For all their affinities, the Impressionists were never a homogeneous group with a unified style and clearly defined principles. They rather were a loose association of gifted artists linked by common ideas and banded together for purposes of exhibiting their art. This wide range of artistic approaches can be seen by comparing works in the exhibition. In The Port, Trouville, for instance, Eugène Boudin employed soft, loose brushwork and a high-keyed palette in plein air seascapes under luminous skies. By contrast, Jules Breton expressed his empathy for peasants in paintings such as Fin du travail (The End of the Working Day) that emphasized an austere dignity. Gustave Courbet, the supreme Realist, influenced many with his vivid, naturalistic landscapes. He began his famous "wave" paintings, capturing a single surge of water at the point of breaking, in the late 1860s.

Following in the footsteps of the French archetypes, beginning at mid century many American painters sought to improve their skills and find inspiration in Paris and its environs by attending French art academies and frequenting the painting locations made famous by their Barbizon and Impressionist predecessors. Some of the Americans had direct contact with leading French landscape painters, sharing landscape sites or seeking informal guidance from admired mentors. In the summers when the academies were closed, they typically went to the artists' colonies in the rural communities outside Paris, such as Pont-Aven and Fontainebleau. Giverny, a small village located halfway between Paris and Rouen in the Seine valley, was held in enormous esteem, not just for the general ambiance but especially for its most renowned resident, Claude Monet.

An American Impressionist who caught the spirit of the new French painting during 1870 was John Singer Sargent.

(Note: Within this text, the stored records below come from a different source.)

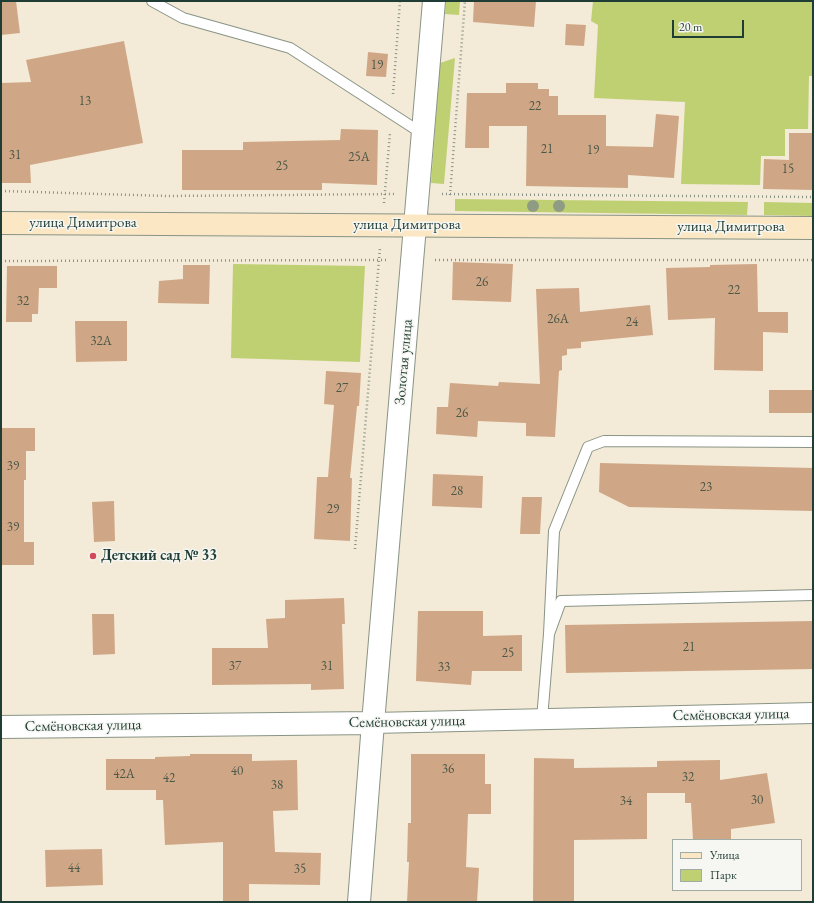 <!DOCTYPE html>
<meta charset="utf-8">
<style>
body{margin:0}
#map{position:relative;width:814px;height:903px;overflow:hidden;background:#f3ead7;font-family:"EB Garamond",serif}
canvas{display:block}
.frame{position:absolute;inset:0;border:2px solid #1f3d34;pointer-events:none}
.legend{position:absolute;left:672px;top:839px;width:130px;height:52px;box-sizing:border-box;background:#f6f6f2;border:1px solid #a0aca6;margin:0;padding:5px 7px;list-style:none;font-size:12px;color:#1f3d34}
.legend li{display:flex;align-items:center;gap:8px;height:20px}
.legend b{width:20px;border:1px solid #a0aca6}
.scale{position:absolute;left:672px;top:20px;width:72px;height:18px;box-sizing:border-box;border:2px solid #1f3d34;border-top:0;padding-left:5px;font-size:12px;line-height:14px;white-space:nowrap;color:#1f3d34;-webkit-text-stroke:3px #f6f6f2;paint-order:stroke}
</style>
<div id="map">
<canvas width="814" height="903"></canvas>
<div class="frame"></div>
<ul class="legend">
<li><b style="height:5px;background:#fbe7c3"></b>Улица</li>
<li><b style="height:11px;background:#bfd073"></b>Парк</li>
</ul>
<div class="scale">20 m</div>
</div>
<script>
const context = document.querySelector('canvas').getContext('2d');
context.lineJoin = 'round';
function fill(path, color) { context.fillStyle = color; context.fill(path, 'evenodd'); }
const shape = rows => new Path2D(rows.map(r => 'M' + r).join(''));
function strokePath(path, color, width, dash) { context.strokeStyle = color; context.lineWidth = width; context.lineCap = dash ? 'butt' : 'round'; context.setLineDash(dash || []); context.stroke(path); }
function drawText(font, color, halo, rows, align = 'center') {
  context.font = font + ' "EB Garamond",serif'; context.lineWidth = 3; context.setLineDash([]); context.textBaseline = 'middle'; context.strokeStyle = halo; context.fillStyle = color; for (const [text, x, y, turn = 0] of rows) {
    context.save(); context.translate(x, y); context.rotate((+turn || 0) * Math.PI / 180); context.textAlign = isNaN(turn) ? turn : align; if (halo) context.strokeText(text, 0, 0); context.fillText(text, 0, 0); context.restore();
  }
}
fill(shape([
 [446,1,460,1,459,15,445,14],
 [593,1,813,1,813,76,809,76,808,129,785,129,785,156,761,156,760,185,681,184,685,102,594,98,598,25,591,21],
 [455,58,444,184,431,183,440,63],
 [455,199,748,202,747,215,455,211],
 [764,202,813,203,813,216,764,215],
 [233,264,365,266,360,362,231,358]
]), '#bfd073');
fill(shape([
 [1,1,16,1,20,33,1,35],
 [474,1,536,1,534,27,473,22],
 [566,24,586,25,584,46,565,45],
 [124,41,143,143,30,165,31,183,1,183,1,83,31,82,26,60],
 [368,52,388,54,386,77,366,76],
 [506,83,538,83,538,89,549,89,549,96,558,96,558,115,606,115,606,146,653,147,656,114,679,116,674,178,628,175,628,188,526,186,527,126,489,126,489,148,465,148,467,93,506,93],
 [341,129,378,130,377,185,322,183,322,190,182,190,182,150,243,150,243,142,340,140],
 [789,133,813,133,813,190,763,189,764,159,789,160],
 [453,262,513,264,511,302,452,300],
 [757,264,758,312,788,312,788,333,763,332,763,371,714,370,715,318,668,320,666,268,710,267,710,265],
 [183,265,210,265,209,304,158,303,159,281,183,279],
 [7,266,57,266,57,288,39,288,38,314,32,314,32,322,6,322],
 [579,288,580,312,650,305,653,335,581,342,581,348,567,349,567,355,562,356,562,370,559,371,555,437,526,436,526,423,478,421,477,437,436,434,437,407,448,407,450,383,498,386,499,382,540,384,536,289],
 [75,321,127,321,127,361,76,362],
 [326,371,361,373,359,406,357,406,350,478,352,478,350,541,314,539,317,477,328,477,334,405,324,404],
 [769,390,813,390,813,413,769,413],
 [1,428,35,428,35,451,26,451,26,480,24,480,24,542,34,542,34,565,1,565],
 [600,463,813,468,813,511,629,507,599,492],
 [433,474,483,476,482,508,432,506],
 [522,497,542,497,540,534,520,534],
 [114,501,115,541,94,542,92,502],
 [344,598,345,624,342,624,344,689,311,690,311,684,212,685,212,648,268,648,266,619,285,618,285,600],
 [418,611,483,611,483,636,522,635,522,671,472,671,471,685,416,681],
 [92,614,114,614,115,654,93,655],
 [813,621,813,669,566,673,565,625],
 [190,754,252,754,252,761,297,760,298,810,273,811,275,852,321,853,320,885,249,884,249,902,223,902,223,842,165,845,163,800,156,800,156,790,106,790,106,759,155,759,155,757,190,756],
 [411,754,485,754,485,784,491,784,491,814,468,814,466,867,479,868,477,902,407,902,409,862,407,862,408,823,411,823],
 [534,758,574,759,574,768,657,767,657,761,720,760,720,780,767,773,775,823,731,829,731,840,693,840,691,803,685,803,685,793,647,793,647,839,574,840,574,902,533,902],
 [102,849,103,885,46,887,45,850]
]), '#d0a786');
const service = shape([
 [152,1,183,18,290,48,423,134],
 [549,634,554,531,588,447,604,441,813,442],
 [542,719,549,634,561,601,813,595]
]);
const minor = shape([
 [373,723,813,713]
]);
const tertiary = shape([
 [1,727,373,723],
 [359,902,373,723,434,1]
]);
const secondary = shape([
 [1,223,813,228]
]);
strokePath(service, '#899486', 12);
strokePath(minor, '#899486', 22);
strokePath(tertiary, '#899486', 24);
strokePath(secondary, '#899486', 24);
strokePath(shape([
 [393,94,400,1],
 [1,191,167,196,395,194],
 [442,194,813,197],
 [450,195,465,1],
 [384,203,390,133],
 [435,260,813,260],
 [1,261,388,260],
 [355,549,380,248]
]), '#899486', 2.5, [1, 3]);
strokePath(service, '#fff', 10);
strokePath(minor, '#fff', 20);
strokePath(tertiary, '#fff', 22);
strokePath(secondary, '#fbe7c3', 22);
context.fillStyle = '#909b84';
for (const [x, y] of [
 [533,206],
 [559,206]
]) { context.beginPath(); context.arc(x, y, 6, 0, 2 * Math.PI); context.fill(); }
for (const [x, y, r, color] of [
 [93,556,4,"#d1495b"]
]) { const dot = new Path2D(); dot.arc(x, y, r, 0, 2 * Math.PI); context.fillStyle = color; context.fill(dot); strokePath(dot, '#f6f6f2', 1.5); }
drawText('13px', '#4b5848', null, [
 ["19",377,65],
 ["13",85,101],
 ["22",535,106],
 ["21",547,149],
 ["19",593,150],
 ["31",15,155],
 ["25А",359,157],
 ["25",282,166],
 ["15",788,169],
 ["26",482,282],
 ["22",734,290],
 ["32",23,301],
 ["26А",558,319],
 ["24",632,322],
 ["32А",101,341],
 ["27",342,388],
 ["26",462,413],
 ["39",13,466],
 ["23",706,487],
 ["28",457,491],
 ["29",333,509],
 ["39",13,527],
 ["21",689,647],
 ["25",508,653],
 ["37",235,666],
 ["31",327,666],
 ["33",444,667],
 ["36",448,769],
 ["40",237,771],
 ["42А",124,774],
 ["32",688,777],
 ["42",169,778],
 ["38",277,785],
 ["30",757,800],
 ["34",626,801],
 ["44",74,868],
 ["35",300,869]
]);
drawText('15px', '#1f3d34', '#f6f6f2', [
 ["улица Димитрова",83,223],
 ["улица Димитрова",407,225],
 ["улица Димитрова",731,227],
 ["Золотая улица",404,362,-85],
 ["Семёновская улица",731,715,-1],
 ["Семёновская улица",407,722,-1],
 ["Семёновская улица",83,726,-1]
]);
drawText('bold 15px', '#1f3d34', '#f6f6f2', [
 ["Детский сад № 33",101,556]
], 'left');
</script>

Whereas most of the future American Impressionists intended to return to the US after studying abroad, Sargent, born in Florence to expatriate American parents and 18 years old when he arrived in Paris, seems never to have envisioned living anywhere other than Europe. Other leading American Impressionists featured in the exhibition are William Glackens, John Henry Twachtman, Edward Potthast, Childe Hassam, and a group of Americans who worked at various times in Claude Monet's home village, Giverny: Theodore Robinson, Willard Leroy Metcalf, and Julian Alden Weir.

The majority of the American paintings in the exhibition depict American locales, demonstrating the eagerness of these returning artists to retain their progressive aesthetics, and to update the American scene in vibrant, innovative canvases. This led to the appearance of American beaches, factories, tenements, and such notable subjects as New York's Central Park in paintings distinguished by brilliant colors and lively, broken brushwork. Prominent among these are Glackens' Bathing at Bellport, Long Island (1912), Weir's Willimantic Thread Factory (1893), Robert Spencer's The White Tenement (1913), and Metcalf's Early Spring Afternoon—Central Park (1911).